The Mistral client provides a built-in caching system to reduce latency and save costs by avoiding redundant API calls for identical requests.

This feature is particularly useful during local development: it allows you to run your project multiple times without performing the same API call each time, saving both time and API credits.

When enabled, the client stores the responses of ChatCompletion, ChatCompletionStream, and Embeddings locally.

Check the following example

Enabling the cache

You can enable the local file system cache when initializing the client using options.

Use the default cache directory

By default, the cache is stored in ./mistral/cache.

client := mistral.New("YOUR_API_KEY", mistral.WithLocalCache())

Specify a custom cache directory

You can also provide a custom path for the cache directory:

client := mistral.New("YOUR_API_KEY", mistral.WithCacheDir("./my/custom/cache"))

How it works

The caching system uses a hash of the request to identify cached responses. 1. When a request is made, the client computes a SHA-256 hash of the request parameters. 2. It checks if a file named <hash>.json exists in the cache directory. 3. If it exists, the client returns the cached data without calling the Mistral API. 4. If it doesn't exist (cache miss), the client calls the API, saves the response in the cache directory, and returns it.

Example usage

package main

import (
    "context"
    "fmt"
    "time"

    "github.com/thomas-marquis/mistral-client/mistral"
)

func main() {
    // Enable cache
    client := mistral.New("YOUR_API_KEY", mistral.WithLocalCache())

    ctx := context.Background()
    req := mistral.NewChatCompletionRequest("mistral-small-latest",
        []mistral.ChatMessage{
            mistral.NewUserMessageFromString("What is the capital of France?"),
        })

    // First call - will hit the API and store the result
    start := time.Now()
    res1, _ := client.ChatCompletion(ctx, req)
    fmt.Printf("First call latency: %v\n", time.Since(start))

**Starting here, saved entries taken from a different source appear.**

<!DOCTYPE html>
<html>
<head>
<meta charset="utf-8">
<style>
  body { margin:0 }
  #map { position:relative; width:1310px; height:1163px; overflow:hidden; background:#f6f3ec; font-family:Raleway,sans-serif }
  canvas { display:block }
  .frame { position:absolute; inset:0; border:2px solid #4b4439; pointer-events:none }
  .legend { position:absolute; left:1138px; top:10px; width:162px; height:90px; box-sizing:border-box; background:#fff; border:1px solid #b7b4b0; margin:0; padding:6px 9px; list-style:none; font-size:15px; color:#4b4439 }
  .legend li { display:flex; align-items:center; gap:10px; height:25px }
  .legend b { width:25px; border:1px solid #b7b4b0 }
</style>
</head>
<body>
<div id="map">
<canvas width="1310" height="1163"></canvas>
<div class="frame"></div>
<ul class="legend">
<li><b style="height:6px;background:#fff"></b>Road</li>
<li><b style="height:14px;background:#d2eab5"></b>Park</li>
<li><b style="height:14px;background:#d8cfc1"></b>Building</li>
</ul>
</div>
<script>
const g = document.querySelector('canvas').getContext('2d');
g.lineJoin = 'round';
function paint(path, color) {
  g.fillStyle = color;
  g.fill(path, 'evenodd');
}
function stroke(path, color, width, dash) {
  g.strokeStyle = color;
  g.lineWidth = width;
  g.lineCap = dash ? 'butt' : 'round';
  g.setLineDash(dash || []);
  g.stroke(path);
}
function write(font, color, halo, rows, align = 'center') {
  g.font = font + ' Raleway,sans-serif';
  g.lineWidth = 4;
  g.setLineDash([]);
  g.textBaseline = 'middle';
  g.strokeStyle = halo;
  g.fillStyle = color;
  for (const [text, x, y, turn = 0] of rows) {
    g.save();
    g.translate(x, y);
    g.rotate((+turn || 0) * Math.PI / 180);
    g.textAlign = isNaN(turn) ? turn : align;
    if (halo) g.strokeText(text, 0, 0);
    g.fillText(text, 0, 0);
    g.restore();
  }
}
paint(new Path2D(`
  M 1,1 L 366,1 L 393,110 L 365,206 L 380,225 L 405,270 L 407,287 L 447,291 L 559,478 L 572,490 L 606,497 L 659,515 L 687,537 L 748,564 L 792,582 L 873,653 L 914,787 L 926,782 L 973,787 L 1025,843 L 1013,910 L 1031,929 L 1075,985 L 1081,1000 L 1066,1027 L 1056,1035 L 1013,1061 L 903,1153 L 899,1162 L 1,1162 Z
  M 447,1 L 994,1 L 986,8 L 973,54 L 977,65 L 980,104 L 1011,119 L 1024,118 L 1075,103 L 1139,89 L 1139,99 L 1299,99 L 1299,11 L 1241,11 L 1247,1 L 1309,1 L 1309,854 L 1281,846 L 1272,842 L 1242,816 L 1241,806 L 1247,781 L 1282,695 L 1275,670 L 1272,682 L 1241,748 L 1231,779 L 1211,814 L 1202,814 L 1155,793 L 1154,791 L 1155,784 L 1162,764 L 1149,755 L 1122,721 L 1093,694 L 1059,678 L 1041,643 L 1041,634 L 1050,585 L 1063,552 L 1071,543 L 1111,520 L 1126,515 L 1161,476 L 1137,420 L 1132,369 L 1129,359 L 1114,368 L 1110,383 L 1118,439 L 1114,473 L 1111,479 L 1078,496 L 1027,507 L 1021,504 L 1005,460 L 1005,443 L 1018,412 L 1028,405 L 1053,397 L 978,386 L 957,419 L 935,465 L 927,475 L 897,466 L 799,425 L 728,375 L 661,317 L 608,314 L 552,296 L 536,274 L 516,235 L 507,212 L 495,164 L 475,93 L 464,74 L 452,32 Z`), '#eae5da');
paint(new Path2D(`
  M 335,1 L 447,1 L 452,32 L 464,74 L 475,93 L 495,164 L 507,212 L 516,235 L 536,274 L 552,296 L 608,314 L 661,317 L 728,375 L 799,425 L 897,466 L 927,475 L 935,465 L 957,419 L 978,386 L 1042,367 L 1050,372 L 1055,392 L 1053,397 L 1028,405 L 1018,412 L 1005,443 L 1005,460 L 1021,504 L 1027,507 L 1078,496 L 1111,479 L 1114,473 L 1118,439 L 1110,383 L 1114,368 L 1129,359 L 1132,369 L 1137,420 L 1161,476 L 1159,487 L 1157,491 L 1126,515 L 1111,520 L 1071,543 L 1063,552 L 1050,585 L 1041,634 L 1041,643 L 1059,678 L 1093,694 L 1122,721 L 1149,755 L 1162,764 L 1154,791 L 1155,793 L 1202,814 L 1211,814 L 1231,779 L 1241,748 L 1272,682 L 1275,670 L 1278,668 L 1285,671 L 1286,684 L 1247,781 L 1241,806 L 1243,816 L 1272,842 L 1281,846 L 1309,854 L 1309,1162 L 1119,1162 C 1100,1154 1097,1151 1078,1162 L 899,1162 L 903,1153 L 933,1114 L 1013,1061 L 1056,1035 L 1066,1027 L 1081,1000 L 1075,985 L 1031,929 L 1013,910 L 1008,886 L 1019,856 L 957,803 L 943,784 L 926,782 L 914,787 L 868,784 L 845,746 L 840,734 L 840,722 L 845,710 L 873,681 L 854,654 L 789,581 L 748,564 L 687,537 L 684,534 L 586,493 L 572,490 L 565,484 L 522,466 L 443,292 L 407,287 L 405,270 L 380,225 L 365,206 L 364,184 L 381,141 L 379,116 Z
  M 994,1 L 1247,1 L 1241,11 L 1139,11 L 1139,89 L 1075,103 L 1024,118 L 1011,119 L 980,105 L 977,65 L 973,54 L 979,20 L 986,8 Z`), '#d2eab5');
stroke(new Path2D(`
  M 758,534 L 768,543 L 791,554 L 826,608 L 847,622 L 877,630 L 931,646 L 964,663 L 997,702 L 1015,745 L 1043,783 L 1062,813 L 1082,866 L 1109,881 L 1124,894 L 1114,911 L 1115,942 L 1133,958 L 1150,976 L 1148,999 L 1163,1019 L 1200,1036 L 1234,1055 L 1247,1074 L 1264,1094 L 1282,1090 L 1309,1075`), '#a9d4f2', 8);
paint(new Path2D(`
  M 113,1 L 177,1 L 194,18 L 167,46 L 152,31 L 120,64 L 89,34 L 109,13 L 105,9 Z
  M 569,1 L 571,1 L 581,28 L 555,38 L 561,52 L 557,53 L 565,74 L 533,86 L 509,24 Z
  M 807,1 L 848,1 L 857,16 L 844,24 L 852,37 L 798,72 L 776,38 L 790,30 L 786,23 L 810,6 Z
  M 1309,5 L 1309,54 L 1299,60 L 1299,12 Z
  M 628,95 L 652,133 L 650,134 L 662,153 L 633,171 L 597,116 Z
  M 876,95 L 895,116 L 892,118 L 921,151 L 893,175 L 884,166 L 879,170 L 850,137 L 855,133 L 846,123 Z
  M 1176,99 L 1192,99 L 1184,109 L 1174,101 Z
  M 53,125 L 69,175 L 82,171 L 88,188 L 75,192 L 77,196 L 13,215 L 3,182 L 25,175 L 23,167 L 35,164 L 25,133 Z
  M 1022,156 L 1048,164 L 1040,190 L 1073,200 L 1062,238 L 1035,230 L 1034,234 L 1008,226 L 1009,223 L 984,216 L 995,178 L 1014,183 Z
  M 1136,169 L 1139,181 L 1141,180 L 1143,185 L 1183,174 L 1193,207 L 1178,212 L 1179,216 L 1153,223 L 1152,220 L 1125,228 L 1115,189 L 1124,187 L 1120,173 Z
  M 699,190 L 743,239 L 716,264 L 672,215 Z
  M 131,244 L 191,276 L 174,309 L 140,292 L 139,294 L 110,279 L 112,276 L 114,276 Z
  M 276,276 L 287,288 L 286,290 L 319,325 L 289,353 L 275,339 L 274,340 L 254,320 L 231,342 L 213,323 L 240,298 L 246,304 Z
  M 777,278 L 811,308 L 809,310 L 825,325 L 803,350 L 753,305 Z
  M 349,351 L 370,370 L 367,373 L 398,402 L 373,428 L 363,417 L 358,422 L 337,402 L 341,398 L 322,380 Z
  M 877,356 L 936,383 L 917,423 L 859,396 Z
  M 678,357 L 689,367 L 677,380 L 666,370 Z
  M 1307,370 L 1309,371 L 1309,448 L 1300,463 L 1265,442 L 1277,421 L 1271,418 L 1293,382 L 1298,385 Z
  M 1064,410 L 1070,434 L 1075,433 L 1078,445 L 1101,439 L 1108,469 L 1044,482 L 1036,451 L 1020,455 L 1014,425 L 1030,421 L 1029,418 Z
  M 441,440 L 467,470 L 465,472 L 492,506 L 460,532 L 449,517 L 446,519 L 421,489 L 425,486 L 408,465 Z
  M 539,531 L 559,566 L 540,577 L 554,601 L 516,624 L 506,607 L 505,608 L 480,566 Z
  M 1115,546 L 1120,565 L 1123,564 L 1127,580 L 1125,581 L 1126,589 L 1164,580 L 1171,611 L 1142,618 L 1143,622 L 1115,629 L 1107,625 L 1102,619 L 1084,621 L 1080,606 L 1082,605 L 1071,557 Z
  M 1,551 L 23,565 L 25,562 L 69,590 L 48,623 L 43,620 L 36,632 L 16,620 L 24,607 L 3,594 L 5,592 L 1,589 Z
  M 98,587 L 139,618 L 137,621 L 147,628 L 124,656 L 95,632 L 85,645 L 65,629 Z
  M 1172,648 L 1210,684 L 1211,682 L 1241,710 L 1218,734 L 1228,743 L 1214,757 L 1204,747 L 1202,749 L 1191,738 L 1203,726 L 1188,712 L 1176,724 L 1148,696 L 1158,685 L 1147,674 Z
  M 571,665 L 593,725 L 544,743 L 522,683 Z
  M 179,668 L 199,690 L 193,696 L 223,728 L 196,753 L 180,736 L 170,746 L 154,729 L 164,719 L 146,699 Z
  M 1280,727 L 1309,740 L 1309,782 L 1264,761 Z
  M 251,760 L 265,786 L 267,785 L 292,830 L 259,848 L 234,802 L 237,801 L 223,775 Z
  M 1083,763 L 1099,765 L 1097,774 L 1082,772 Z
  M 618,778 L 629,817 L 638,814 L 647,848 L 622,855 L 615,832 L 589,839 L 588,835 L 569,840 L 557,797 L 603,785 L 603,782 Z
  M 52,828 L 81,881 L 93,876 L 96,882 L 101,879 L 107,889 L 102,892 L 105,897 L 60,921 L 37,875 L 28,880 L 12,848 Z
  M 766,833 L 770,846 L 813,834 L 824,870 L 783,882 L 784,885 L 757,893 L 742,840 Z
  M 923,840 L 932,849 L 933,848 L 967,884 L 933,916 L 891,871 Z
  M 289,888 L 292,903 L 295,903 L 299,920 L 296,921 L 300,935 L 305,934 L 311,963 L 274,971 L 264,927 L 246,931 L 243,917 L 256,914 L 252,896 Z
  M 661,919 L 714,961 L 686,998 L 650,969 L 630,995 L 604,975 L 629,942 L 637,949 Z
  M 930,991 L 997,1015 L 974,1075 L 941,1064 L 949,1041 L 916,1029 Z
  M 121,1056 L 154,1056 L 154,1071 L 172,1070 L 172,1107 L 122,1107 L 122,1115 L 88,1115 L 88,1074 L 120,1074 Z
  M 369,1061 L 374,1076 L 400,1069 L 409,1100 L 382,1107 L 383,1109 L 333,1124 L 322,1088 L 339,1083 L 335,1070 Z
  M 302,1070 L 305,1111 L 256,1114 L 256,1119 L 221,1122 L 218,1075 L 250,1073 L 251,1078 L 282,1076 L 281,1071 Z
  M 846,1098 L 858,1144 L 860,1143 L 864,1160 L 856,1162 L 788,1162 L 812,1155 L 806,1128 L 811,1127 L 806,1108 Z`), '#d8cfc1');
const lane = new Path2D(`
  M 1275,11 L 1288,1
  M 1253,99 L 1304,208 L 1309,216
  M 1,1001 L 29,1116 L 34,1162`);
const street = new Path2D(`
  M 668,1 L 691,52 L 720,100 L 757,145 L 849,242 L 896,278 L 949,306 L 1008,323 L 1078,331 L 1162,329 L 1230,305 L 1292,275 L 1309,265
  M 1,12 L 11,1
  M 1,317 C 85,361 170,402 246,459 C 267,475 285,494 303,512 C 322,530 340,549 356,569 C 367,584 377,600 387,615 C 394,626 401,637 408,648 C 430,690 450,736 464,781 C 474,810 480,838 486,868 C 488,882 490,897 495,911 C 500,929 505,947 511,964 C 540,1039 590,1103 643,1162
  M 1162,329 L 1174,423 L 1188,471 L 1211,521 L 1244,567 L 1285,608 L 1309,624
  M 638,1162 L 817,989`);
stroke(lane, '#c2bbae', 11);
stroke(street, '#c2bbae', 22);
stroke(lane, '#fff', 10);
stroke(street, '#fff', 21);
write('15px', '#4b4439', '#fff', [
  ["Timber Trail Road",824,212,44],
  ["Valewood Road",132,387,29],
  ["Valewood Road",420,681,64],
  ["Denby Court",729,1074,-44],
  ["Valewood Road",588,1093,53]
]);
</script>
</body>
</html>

    // Second call - will return the cached result almost instantly
    start = time.Now()
    res2, _ := client.ChatCompletion(ctx, req)
    fmt.Printf("Second call latency: %v\n", time.Since(start))
}

Cache Engines

Currently, only the localFsEngine is implemented, which stores data as JSON files on the local disk. Future versions may include support for other backends like Redis or S3.